However, it continues to be difficult to explain to people the reasons behind this. One person I explained my project to said, “But what role then does sin play?”

I thought this really nailed the issue for me. It is the fundamental issue of defining ourselves by our sin (or potential sins) versus defining ourselves by the promises of Christ. Growing up in the Reformed tradition, I have been familiar with the concept of total depravity from a too-young age. And this theology has its proper place. But when I meet people who define their faith, not by the transformative power of Christ, but by a constant hyper-awareness of sin, I am left wondering, “Is that all following Christ means? A greater awareness of our own depravity?”

But when I read the Bible, I don’t see this. In fact, I see repenting of our sin as only the first step in our relationship with the divine.

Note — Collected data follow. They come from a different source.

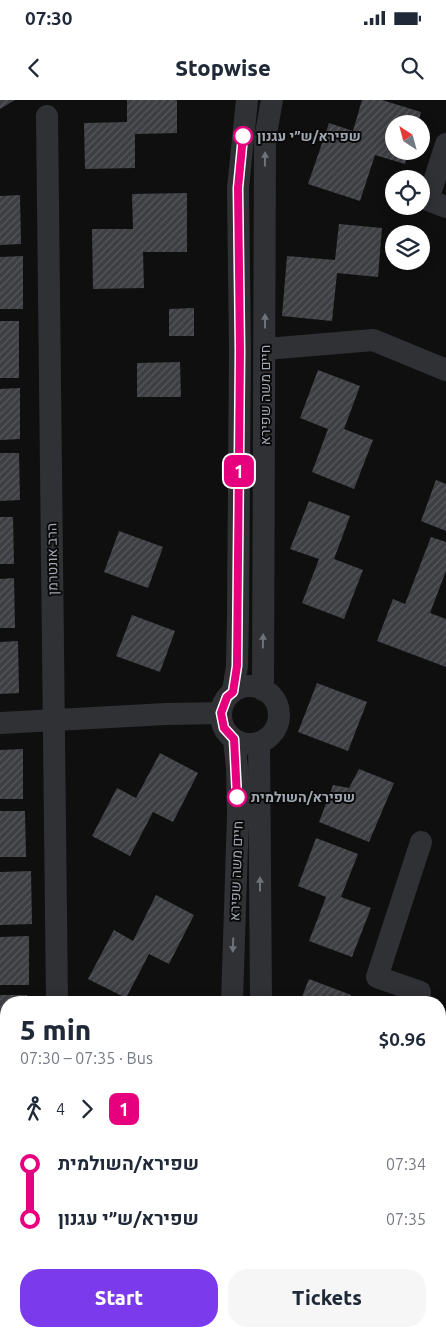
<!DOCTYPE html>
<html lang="en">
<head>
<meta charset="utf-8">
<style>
  body { margin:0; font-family:Ubuntu,Heebo,sans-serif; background:#f6f6f7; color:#1f2937; height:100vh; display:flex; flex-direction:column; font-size:19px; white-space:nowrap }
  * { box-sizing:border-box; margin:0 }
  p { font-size:16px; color:#747a83 }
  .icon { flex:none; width:28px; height:28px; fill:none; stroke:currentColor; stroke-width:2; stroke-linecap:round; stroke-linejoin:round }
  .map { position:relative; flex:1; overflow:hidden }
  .side { position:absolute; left:0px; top:896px; width:446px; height:341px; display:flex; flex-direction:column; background:#fff; border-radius:20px 20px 0 0; box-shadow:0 2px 12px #0003 }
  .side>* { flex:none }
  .badge { padding:0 10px; border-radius:8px; font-size:18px; line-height:32px }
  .needle { width:32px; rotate:324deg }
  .buttons { position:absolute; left:385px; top:15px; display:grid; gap:10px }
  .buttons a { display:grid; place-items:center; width:45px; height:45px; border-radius:50%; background:#fff; box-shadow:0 2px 12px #0003; font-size:25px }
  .map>.badge { position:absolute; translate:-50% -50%; box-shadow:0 0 0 2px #fff }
  .legs { display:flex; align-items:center; gap:8px; height:55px; padding:0 20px; font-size:16px }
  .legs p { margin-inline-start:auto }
  .headline { display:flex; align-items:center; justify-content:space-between; height:85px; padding:0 20px }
  h1 { font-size:28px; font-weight:800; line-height:38px }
  .button { display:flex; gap:10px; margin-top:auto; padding:10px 20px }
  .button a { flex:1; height:58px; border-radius:20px; background:#7c3aed; color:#fff; font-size:20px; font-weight:800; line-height:58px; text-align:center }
  .button a+a { background:#f6f6f7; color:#1f2937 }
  ul { padding:0 20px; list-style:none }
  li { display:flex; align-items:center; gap:18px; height:55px; font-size:19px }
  li i { display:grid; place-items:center; width:8px; height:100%; margin:0 6px; background:currentColor }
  li i::after { content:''; width:12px; height:12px; margin:-6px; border:4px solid; border-radius:50%; background:#fff }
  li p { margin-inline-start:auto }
  li:first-child i { background:linear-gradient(#0000 50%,currentColor 0) }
  li:last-child i { background:linear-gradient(currentColor 50%,#0000 0) }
  .status { display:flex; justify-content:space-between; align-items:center; height:35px; padding:0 25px; background:#fff; direction:ltr }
  .status svg { height:14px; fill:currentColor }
  header { display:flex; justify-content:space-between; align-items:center; height:65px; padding:0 20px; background:#fff; font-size:22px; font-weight:800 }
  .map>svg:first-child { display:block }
  .building { fill:url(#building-hatch) }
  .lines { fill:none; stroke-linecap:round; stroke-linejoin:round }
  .minor { stroke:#303135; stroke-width:22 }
  .oneway { fill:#6e7279 }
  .line-1-casing { stroke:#fff; stroke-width:11 }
  .line-1 { stroke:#e6007e; stroke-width:8 }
  .stop-1-dot { fill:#fff; stroke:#e6007e; stroke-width:2.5 }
  .labels { text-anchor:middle; stroke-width:4; stroke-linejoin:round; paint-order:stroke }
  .stop-label { font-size:14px; font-weight:bold; fill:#a0a7b1; stroke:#0a0a0b; text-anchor:start }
  .street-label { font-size:14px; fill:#a0a7b1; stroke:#0a0a0b }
</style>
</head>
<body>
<div class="status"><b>07:30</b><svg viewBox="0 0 49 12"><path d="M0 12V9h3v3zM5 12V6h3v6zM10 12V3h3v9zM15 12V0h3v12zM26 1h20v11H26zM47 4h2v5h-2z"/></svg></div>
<header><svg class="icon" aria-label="back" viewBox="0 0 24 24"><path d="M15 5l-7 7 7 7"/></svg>Stopwise<svg class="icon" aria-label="search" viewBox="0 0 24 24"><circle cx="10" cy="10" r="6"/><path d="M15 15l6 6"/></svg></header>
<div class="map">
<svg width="446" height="1237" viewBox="0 0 446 1237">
  <defs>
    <pattern id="building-hatch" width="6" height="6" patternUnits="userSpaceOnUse" patternTransform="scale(1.25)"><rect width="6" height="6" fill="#3e3f43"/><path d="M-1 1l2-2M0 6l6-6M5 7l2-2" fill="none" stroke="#57585c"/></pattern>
  </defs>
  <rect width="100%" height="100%" fill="#0f0f10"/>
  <path class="building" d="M0 0H15L0 9Z
    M127 0H177V33L135 34V68L85 69 84 23 127 22Z
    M362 0H382L421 12 418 24H394V51H409L405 64 375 55 360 101 308 84 329 23 353 31Z
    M187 93V152H143L144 188 93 189 92 129H133L132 94Z
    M20 95 21 144 0 145V96Z
    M339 124 382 128 378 177 337 173 332 221 282 216 287 156 335 160Z
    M23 156V209H0V157Z
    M194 208V236H169V209Z
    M0 221H19V278H0Z
    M180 262 181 297H137V263Z
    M318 270 360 286 344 329 373 340 354 389 312 372 328 329 300 318Z
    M20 288V339L0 340V289Z
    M0 353H19L20 400 0 401Z
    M436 380 446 384V431L421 421Z
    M309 401 350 416 334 459 363 470 344 519 302 503 319 459 290 449Z
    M0 417H13L14 464H0Z
    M119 431 163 447 148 488 104 472Z
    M431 437 446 442V471L430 513 446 519V567L377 541 393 499 405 504Z
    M14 478 15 528H0V479Z
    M132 515 175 531 160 572 116 556Z
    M18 541 19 593 0 594V542Z
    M317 583 367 602 348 651 298 632Z
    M23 649V699H0V650Z
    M160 653 198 673 173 722 153 712 130 756 92 736 117 688 136 698Z
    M359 669 394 683 369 742 319 722 333 685 349 688Z
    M0 711H25L26 757H0Z
    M316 738 358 754 341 797 371 808 352 857 309 841 326 797 298 786Z
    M31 771 32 824 0 825V772Z
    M156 795 194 815 169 864 149 854 126 898 88 879 114 830 133 841Z
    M29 836V885H0V837Z
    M309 879 351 895 348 902H300Z
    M0 895H27V902H6V948H0Z
    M0 958H6V1010H0Z
    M440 971 446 973V1022L440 1020Z
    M0 1078H6V1123H0Z
    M0 1138H6V1191H0Z
    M0 1199H6V1231H25V1237H0Z
    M135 1231H208L205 1237H132Z
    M366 1231H422L419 1237H364Z"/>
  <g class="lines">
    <path class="minor" d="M47 16 57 902
      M446 44 428 100 446 107
      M266 249 373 240 446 270
      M221 615a29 29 0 1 1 58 0a29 29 0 1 1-58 0Z
      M263 590 265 39 272 0
      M233 591 237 566 238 514 240 251 238 88 247 0
      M0 623 166 614 221 613
      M259 643 261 902
      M232 902 238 715 237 667 234 639
      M417 902 420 892 377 877 421 742
      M440 1056 446 1058
      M61 1231 62 1237
      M323 1231 331 1237
      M293 1237 300 1231"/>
  </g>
  <defs><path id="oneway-solid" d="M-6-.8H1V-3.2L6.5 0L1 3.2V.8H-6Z" transform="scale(1.25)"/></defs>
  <g class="oneway">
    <use href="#oneway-solid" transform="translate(265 59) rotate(-89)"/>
    <use href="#oneway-solid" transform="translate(265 221) rotate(-90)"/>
    <use href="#oneway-solid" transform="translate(263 541) rotate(-89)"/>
    <use href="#oneway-solid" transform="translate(260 784) rotate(-90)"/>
    <use href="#oneway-solid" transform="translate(233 845) rotate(92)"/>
  </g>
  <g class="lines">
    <defs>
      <path id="line-1" d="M237 697 234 639 224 628 221 613 227 597 233 592 237 566 240 251 238 88 243 36"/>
    </defs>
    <use href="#line-1" class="line-1-casing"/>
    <use href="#line-1" class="line-1"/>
  </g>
  <g class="stop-1-dot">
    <circle cx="243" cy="36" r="9"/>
    <circle cx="237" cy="697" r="9"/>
  </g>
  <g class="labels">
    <g class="stop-label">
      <text x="257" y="41">שפירא/ש״י עגנון</text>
      <text x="251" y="702">שפירא/השולמית</text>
    </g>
    <g class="street-label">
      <text transform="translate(265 295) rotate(-90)" y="5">חיים משה שפירא</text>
      <text transform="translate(52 459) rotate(-91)" y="5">הרב אונטרמן</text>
      <text transform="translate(236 771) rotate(-88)" y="5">חיים משה שפירא</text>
    </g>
  </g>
</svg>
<div class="buttons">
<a><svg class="needle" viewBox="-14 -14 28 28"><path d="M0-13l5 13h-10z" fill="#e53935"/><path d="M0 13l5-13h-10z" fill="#747a83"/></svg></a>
<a><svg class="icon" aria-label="locate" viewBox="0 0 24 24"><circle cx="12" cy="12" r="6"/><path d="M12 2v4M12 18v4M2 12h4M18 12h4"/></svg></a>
<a><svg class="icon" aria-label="layers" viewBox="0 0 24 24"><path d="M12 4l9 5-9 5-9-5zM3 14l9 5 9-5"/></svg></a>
</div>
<b class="badge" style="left:239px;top:371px;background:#e6007e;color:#fff">1</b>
<section class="side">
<div class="headline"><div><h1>5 min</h1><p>07:30 – 07:35 · Bus</p></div><b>$0.96</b></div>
<div class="legs"><svg class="icon" aria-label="walk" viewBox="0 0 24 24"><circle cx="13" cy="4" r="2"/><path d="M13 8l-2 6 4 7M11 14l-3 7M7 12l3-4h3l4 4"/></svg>4<svg class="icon" aria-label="forward" viewBox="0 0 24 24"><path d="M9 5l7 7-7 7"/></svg><b class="badge" style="background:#e6007e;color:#fff">1</b></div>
<ul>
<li><i style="color:#e6007e"></i><b>שפירא/השולמית</b><p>07:34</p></li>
<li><i style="color:#e6007e"></i><b>שפירא/ש״י עגנון</b><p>07:35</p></li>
</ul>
<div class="button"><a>Start</a><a>Tickets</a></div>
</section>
</div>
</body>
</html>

The acts of the sinful nature are obvious: sexual immorality, impurity and debauchery; idolatry and witchcraft; hatred, discord, jealousy, fits of rage, selfish ambition, dissensions, factions and envy; drunkenness, orgies, and the like. I warn you, as I did before, that those who live like this will not inherit the kingdom of God.

But the fruit of the Spirit is love, joy, peace, patience, kindness, goodness, faithfulness, gentleness and self-control. Against such things there is no law. Those who belong to Christ Jesus have crucified the sinful nature with its passions and desires. Since we live by the Spirit, let us keep in step with the Spirit. Let us not become conceited, provoking and envying each other.

God does not only care about washing us clean, he cares about filling us with the Holy Spirit who will guide our hearts in a way the law could never. God’s intention for us is not that we become bland personalities who avoid killing, adultery, abortion, booze, drugs, and stealing. God’s law was given to us to point the way. To point us to the life we are called to live. To help direct our actions before our heart is conversant with the Holy Spirit.

Before this faith came, we were held prisoners by the law, locked up until faith should be revealed. So the law was put in charge to lead us to Christ that we might be justified by faith. Now that faith has come, we are no longer under the supervision of the law.

The law is the beginning, not the end. This means that there are things that we do that aren’t sins in the traditional sense, but are sins of a second order, because, like traditional sins, they deny who God made us to be. When I deny the urgings of the Holy Spirit upon my heart, whether to talk to someone or to change careers, I am sinning.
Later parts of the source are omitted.